Bang bang, brum brum
Slow motion a go go, lotte all'ultimo sangue in corridoi assurdamente stretti, spericolati inseguimenti su quattro ruote fino all'ingiustificabile resa dei conti finale, dove tutti i contendenti si ritrovano senza validi perché sul medesimo yacht alle prese con una situazione di stallo tragicomica e molti di loro vengono banalmente eliminati senza un minimo di pathos, buoni o cattivi che siano. E che dire della panoramica conclusiva sul nostro Frank Martin, sguardo tormentato verso l'orizzonte, all'insegna di una serietà fuori luogo e poco affine a un personaggio che era apprezzabile per ben altri motivi. Il padre dongiovanni interpretato dal compianto Ray Stevenson risulta paradossalmente l'elemento migliore, un personaggio piacione e incurante di quel che gli accade intorno, summa perfetta di un film che se ne sbatte della coerenza, mancando più o meno volutamente di rispetto per i fan del franchise che si attendevano ben altro.
Conclusioni
Nella versione originale il titolo è accompagnato dall'aggettivo Refueled, ma nel presunto rifornimento il carburante deve essere finito fuori dal serbatoio, in quanto questo reboot ha il fiato corto e non regge il paragone con i suoi tre predecessori. The Transporter Legacy segna l'esordio nei panni di Frank Martin di Ed Skrein - subentrato a un Jason Statham che non ha accettato di continuare a interpretare il personaggio - che fa rimpiangere e non poco il ben più carismatico collega.
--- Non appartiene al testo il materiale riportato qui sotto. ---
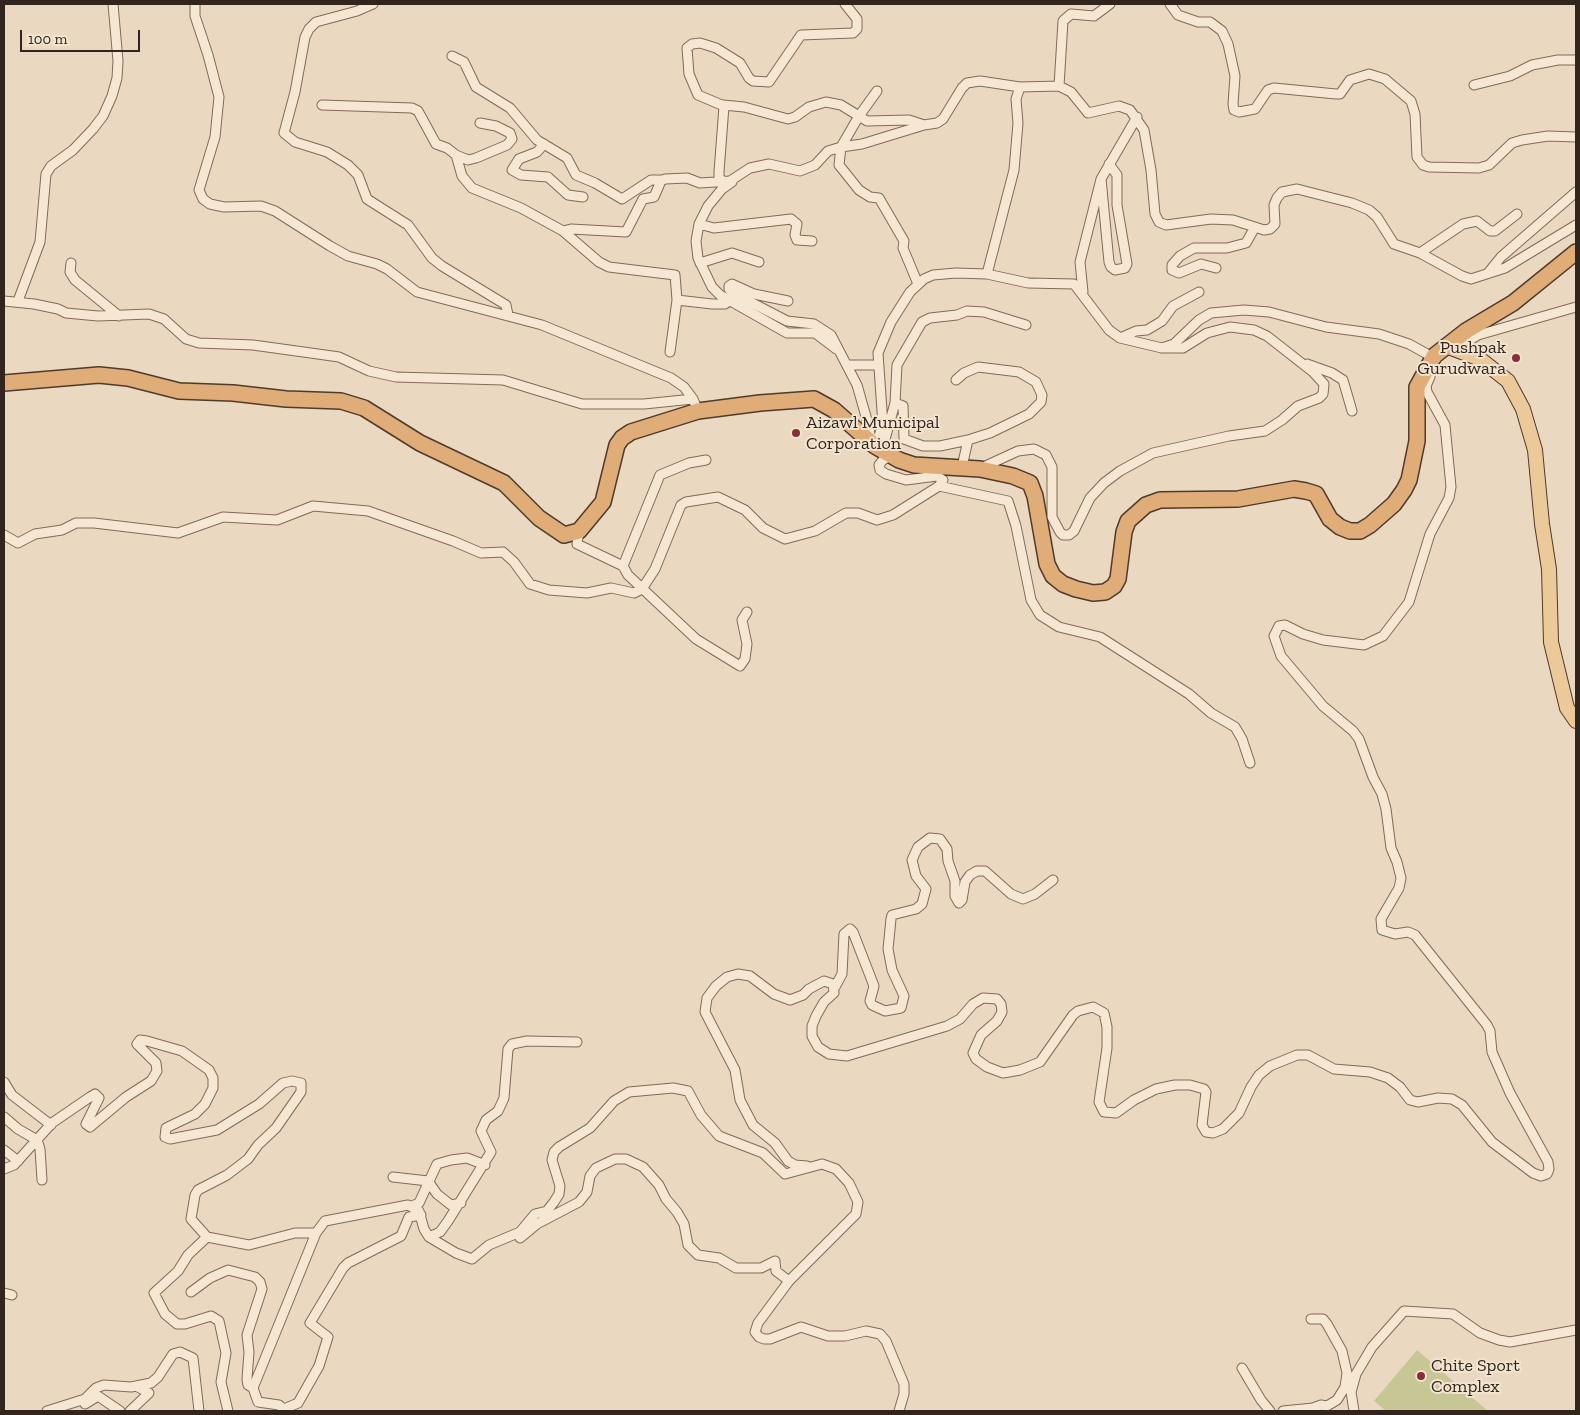 <!DOCTYPE html>
<style>
body{margin:0}
#map{position:relative;width:1580px;height:1415px;overflow:hidden;background:#ead9c0;font-family:"Zilla Slab",serif}
canvas{display:block}
.frame{position:absolute;inset:0;border:5px solid #32251d;pointer-events:none}
.scale{position:absolute;left:20px;top:30px;width:120px;height:22px;box-sizing:border-box;border:2px solid #32251d;border-top:0;padding-left:6px;font-size:15px;line-height:18px;white-space:nowrap;color:#32251d;-webkit-text-stroke:4px #f2e4cf;paint-order:stroke}
</style>
<div id="map">
<canvas width="1580" height="1415"></canvas>
<div class="frame"></div>
<div class="scale">100 m</div>
</div>
<script>
const context = document.querySelector('canvas').getContext('2d');
context.lineJoin = 'round';
function paint(path, color) { context.fillStyle = color; context.fill(path, 'evenodd'); }
const poly = rows => new Path2D(rows.map(r => 'M' + r).join(''));
function strokePath(path, color, width, dash) { context.strokeStyle = color; context.lineWidth = width; context.lineCap = dash ? 'butt' : 'round'; context.setLineDash(dash || []); context.stroke(path); }
function label(font, color, halo, rows, align = 'center') {
  context.font = font + ' "Zilla Slab",serif'; context.lineWidth = 4; context.setLineDash([]); context.textBaseline = 'middle'; context.strokeStyle = halo; context.fillStyle = color; for (const [text, x, y, turn = 0] of rows) {
    context.save(); context.translate(x, y); context.rotate((+turn || 0) * Math.PI / 180); context.textAlign = isNaN(turn) ? turn : align; if (halo) context.strokeText(text, 0, 0); context.fillText(text, 0, 0); context.restore();
  }
}
paint(poly([
 [1417,1350,1488,1411,1386,1411,1374,1401]
]), '#c6c795');
const minor = poly([
 [195,4,195,16,208,55,219,97,215,137,199,190,203,199,210,204,224,207,261,206,275,211,330,246,348,256,377,264,387,269,417,292,542,325,671,378,684,387,693,399,698,411],
 [373,4,357,11,316,22,309,29,305,37,295,92,284,133,295,142,327,152,348,165,358,175,367,199,408,225,432,258,442,266,506,305,508,315],
 [1170,4,1178,15,1198,22,1210,22,1222,31,1228,44,1235,76,1233,104,1234,110,1239,112,1255,109,1268,90,1274,88,1336,94,1340,94,1350,80,1369,74,1385,79,1411,101,1415,114,1417,157,1423,165,1429,167,1479,168,1489,165,1512,143,1522,140,1548,136,1576,137],
 [452,56,464,62,476,87,510,108,537,140,567,158,576,175,595,183,622,199,651,180,663,180],
 [1474,85,1510,76,1532,65,1558,60,1576,60],
 [1059,86,1063,21,1071,14,1094,16,1110,4],
 [877,91,859,116,841,147,839,165,859,190,870,197,879,198,904,241,903,248,918,284],
 [322,105,412,108,418,111,436,144,447,148,456,155,462,176,472,188,521,208,563,231,571,229,626,232,643,199,654,197,661,181,665,179,687,178,700,183,730,181,750,168,769,164,800,171,815,165,828,151,841,147,862,144,924,125,937,123,943,119,962,88,967,83,980,81,1020,87,1059,86,1071,92,1088,113,1119,106,1130,110,1144,130,1151,170,1155,214,1159,222,1166,225,1211,219,1233,220,1264,230,1270,229,1275,224,1274,205,1277,198,1282,192,1297,189,1352,203,1369,210,1377,217,1394,244,1420,253,1462,276,1471,279,1505,268,1576,225],
 [723,105,744,107,788,119,795,117,809,107,826,102,841,105,867,121,909,120,924,125],
 [544,144,537,152,519,159,512,170,521,175,548,177,568,195,583,197],
 [456,155,468,160,476,158,507,145,512,139,510,133,496,126,480,123],
 [1101,179,1109,262,1111,267,1115,270,1125,268,1127,264,1117,205,1117,175,1109,164],
 [723,182,719,177,719,172,724,106,698,95,689,74,687,48,692,44,700,43,716,48,740,63,749,78,753,81,769,82,801,35,853,33,857,29,857,19,845,4],
 [732,182,722,189,708,206,699,224,696,241,698,258,712,287,720,295,787,333,815,333,836,349],
 [699,224,714,228,791,219,797,224,795,235,797,240,812,241],
 [563,231,599,262,609,267,675,275,677,300,670,352],
 [1420,253,1463,224,1477,221,1490,231,1495,231,1517,214],
 [71,263,70,272,75,280,119,316],
 [700,263,732,253,759,262],
 [1216,268,1201,264,1179,273,1172,270,1172,265,1180,256,1194,248,1227,248,1246,243,1255,227],
 [1488,273,1501,257,1576,192],
 [987,274,1014,170,1018,123,1016,99,1020,87],
 [1083,292,1080,262,1101,179,1137,117],
 [677,300,712,304,725,304,729,301],
 [4,301,34,304,58,309,66,313,98,316,149,314,164,319,186,339,199,343,253,345,325,355,339,357,369,371,396,377,503,380,582,404,644,404,693,399],
 [18,301,40,242,46,174,51,166,73,150,93,129,103,116,112,96,117,78,118,61,113,4],
 [788,301,754,294,732,284,729,286,729,289,733,293,787,321,814,324,831,335,857,385,869,427,871,443],
 [1120,338,1136,331,1147,330,1162,321,1173,306,1199,292],
 [1162,348,1174,344,1199,320,1211,313,1244,310,1269,312,1326,327,1379,334,1409,344,1436,359],
 [1454,350,1478,335,1576,307],
 [1307,364,1332,373,1343,380,1352,411],
 [847,365,879,365],
 [956,380,964,373,978,367,1019,372,1036,382,1042,395,1041,402,1029,414,990,433,968,440,962,467],
 [895,403,903,406,904,439,923,446,940,446,968,440],
 [875,446,883,425,878,353,891,322,910,292,924,279,933,275,956,273,987,274,1028,283,1074,284,1109,330,1120,338,1162,348,1183,348,1207,333,1230,327,1254,330,1267,336,1313,372,1324,384,1323,394,1319,398,1298,406,1282,420,1265,431,1229,436,1153,453,1120,471,1104,483,1090,498,1074,531,1069,535,1063,535,1060,532,1052,517,1052,467,1046,455,1034,449,1018,451,981,468],
 [882,450,895,403,897,365,922,322,930,318,957,315,967,311,984,312,1026,325],
 [891,456,883,460,879,465,880,470,886,474,906,480,937,476,943,480,939,486],
 [706,460,689,463,660,475,623,566,628,575,696,639,740,666,745,659,747,644,742,620,747,612],
 [579,531,577,544,623,566],
 [4,535,18,543,35,534,62,530,76,523,94,523,178,533,223,517,277,520,313,506,368,511,453,541,481,553,503,552,514,562,530,584,549,590,587,593,611,588,634,593,642,589,655,569,681,505,686,502,718,497,745,510,763,528,785,539,815,531,846,513,858,513,877,520,893,515,939,486,1008,501,1016,526,1031,600,1040,615,1059,627,1100,637,1189,694,1211,713,1235,727,1242,739,1250,763],
 [835,987,842,974,844,934,850,929,853,932,874,986,870,1001,872,1005,885,1011,901,1008,904,996,892,970,888,949,891,919,892,915,916,909,922,904,926,889,916,876,912,860,918,847,930,838,940,839,947,849,948,861,955,881,955,896,959,903,962,900,965,882,970,875,977,871,985,871,1011,894,1023,899,1035,894,1053,880],
 [4,1082,12,1095,51,1125],
 [4,1117,18,1129,37,1140,40,1149,42,1180],
 [4,1150,18,1161],
 [807,1166,795,1165,788,1161,775,1143,753,1125,740,1100,735,1070,705,1012,707,998,716,986,727,977,738,974,750,976,774,994,790,1000,803,995,809,989,824,981,833,984,834,993,824,1002,816,1016,812,1026,812,1036,818,1047,829,1054,847,1056,947,1026,960,1019,973,1004,983,998,997,999,1001,1004,1002,1012,997,1021,981,1035,973,1053,976,1059,987,1067,1003,1073,1020,1070,1040,1062,1073,1015,1078,1011,1093,1007,1104,1013,1107,1027,1107,1048,1099,1102,1104,1112,1116,1113,1134,1100,1156,1089,1175,1085,1190,1085,1204,1089,1206,1092,1202,1125,1206,1132,1213,1133,1223,1129,1239,1113,1251,1087,1259,1075,1270,1066,1297,1055,1308,1055,1334,1069,1370,1072,1388,1078,1400,1087,1410,1100,1418,1102,1438,1098,1452,1099,1462,1105,1492,1142,1533,1173,1541,1176,1547,1174,1549,1169,1548,1162,1510,1093,1492,1052,1490,1031,1487,1025,1415,935,1408,932,1395,934,1382,930,1381,919,1399,888,1401,878,1397,862,1391,848,1386,809,1382,794,1373,777,1359,739,1353,731,1323,706,1281,656,1274,636,1279,626,1285,625,1303,634,1323,640,1364,645,1383,636,1409,602,1430,534,1449,498,1451,487,1445,425,1427,392,1426,386,1430,377],
 [4,1169,14,1165,52,1123,90,1097,95,1094,99,1098,86,1124,90,1127,126,1097,151,1081,157,1071,156,1063,137,1044,140,1040,147,1041,182,1051,209,1070,213,1078,213,1088,205,1104,195,1114,166,1128,165,1137,170,1139,217,1130,259,1104,283,1083,292,1081,301,1083,301,1092,276,1128,258,1145,248,1159,227,1175,198,1190,195,1195,191,1219,207,1237,249,1245,295,1233,316,1233],
 [393,1177,428,1181,437,1194,451,1205,461,1203],
 [412,1206,419,1203,437,1164,451,1160,467,1158,485,1165],
 [207,1237,188,1255,178,1271,154,1293,165,1314,177,1324,185,1324,211,1316,219,1321,226,1353,221,1382,228,1411],
 [429,1237,440,1232,448,1221,491,1152,481,1131,486,1120,498,1111,504,1098,508,1049,512,1044,527,1041,577,1042],
 [520,1238,537,1224,579,1202,587,1192,590,1176,596,1168,615,1159,626,1159,643,1167,659,1185,666,1199,677,1212,684,1224,688,1245,698,1255,719,1258,736,1268,761,1268,775,1261,776,1271,789,1281],
 [191,1292,210,1278,228,1270,255,1277,260,1282,262,1289,247,1335,249,1352,247,1379,248,1385,253,1388],
 [4,1293,12,1295],
 [1311,1319,1323,1319,1327,1324,1342,1351,1347,1373,1345,1387,1337,1400,1327,1406,1321,1405,1313,1408,1311,1411],
 [1242,1368,1261,1400,1270,1411],
 [85,1404,98,1396,120,1411],
 [284,1409,298,1403,319,1366,328,1337,310,1323,343,1268,348,1263,401,1236,409,1217,421,1215],
 [47,1411,85,1399,96,1388,104,1385,131,1387,151,1383,158,1377,173,1354,180,1352,193,1358,199,1411],
 [130,1411,149,1393,136,1386],
 [285,1411,279,1405,258,1402,253,1388,316,1233,325,1221,408,1205,419,1211,424,1229,429,1237,456,1253,472,1259,489,1245,520,1232,535,1214,547,1211,554,1202,559,1194,560,1186,552,1160,554,1152,559,1147,590,1128,614,1101,629,1092,673,1088,688,1091,701,1115,719,1136,763,1153,785,1174,822,1164,836,1169,849,1183,858,1202,856,1214,789,1281,758,1323,755,1332,759,1337,764,1339,770,1339,801,1327,828,1336,845,1336,866,1331,880,1334,886,1341,904,1384,904,1394,899,1411],
 [1283,1411,1313,1408],
 [1354,1411,1351,1392,1356,1374,1372,1347,1404,1311,1453,1314,1480,1333,1499,1340,1510,1342,1576,1330]
]);
const primary = poly([
 [1446,346,1480,359,1508,381,1523,409,1535,450,1542,524,1549,569,1551,642,1567,708,1576,721]
]);
const trunk = poly([
 [4,383,99,375,128,378,179,391,233,393,286,399,341,401,364,408,420,443,504,483,539,518,564,535,579,531,603,502,617,445,622,438,631,432,698,411,760,403,814,399,834,410,875,446,899,460,914,465,980,469,1013,476,1030,483,1035,496,1047,564,1053,576,1063,584,1076,589,1093,593,1105,592,1114,586,1118,579,1124,532,1128,521,1146,505,1160,500,1238,499,1294,489,1306,491,1316,494,1330,519,1340,527,1350,531,1360,531,1370,525,1394,504,1404,490,1409,480,1417,441,1417,387,1434,356,1466,331,1513,303,1576,252]
]);
strokePath(minor, '#816a59', 11);
strokePath(primary, '#4f3a2e', 16);
strokePath(trunk, '#4f3a2e', 18);
strokePath(minor, '#f6e7d2', 9);
strokePath(primary, '#ebc999', 14);
strokePath(trunk, '#e0ac77', 15);
for (const [x, y, r, color] of [
 [1516,358,5,"#8c2e39"],
 [796,433,5,"#8c2e39"],
 [1421,1376,5,"#8c2e39"]
]) { const dot = new Path2D(); dot.arc(x, y, r, 0, 2 * Math.PI); context.fillStyle = color; context.fill(dot); strokePath(dot, '#f2e4cf', 2); }
label('18px', '#32251d', '#f2e4cf', [
 ["Pushpak",1506,348,"right"],
 ["Gurudwara",1506,369,"right"],
 ["Aizawl Municipal",806,423],
 ["Corporation",806,444],
 ["Chite Sport",1431,1366],
 ["Complex",1431,1387]
], 'left');
</script>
Ma il film non funziona nemmeno a livello narrativo, con una sceneggiatura improponibile e forzata, e nemmeno dal punto di vista dell'azione, con coreografie per la maggior parte poco ispirate, siano combattimenti a mani nude o forsennati inseguimenti su quattro ruote.
Perché ci piace
- Un paio di sequenze d'azione discrete ma nulla più, e in un'ora e mezzo di visione è troppo poco per un film di genere.
Cosa non va
- Ed Skrein non ha il carisma adatto per il ruolo.
- Sceneggiatura e personaggi anonimi.
- Messa in scena priva di tensione ed emozione.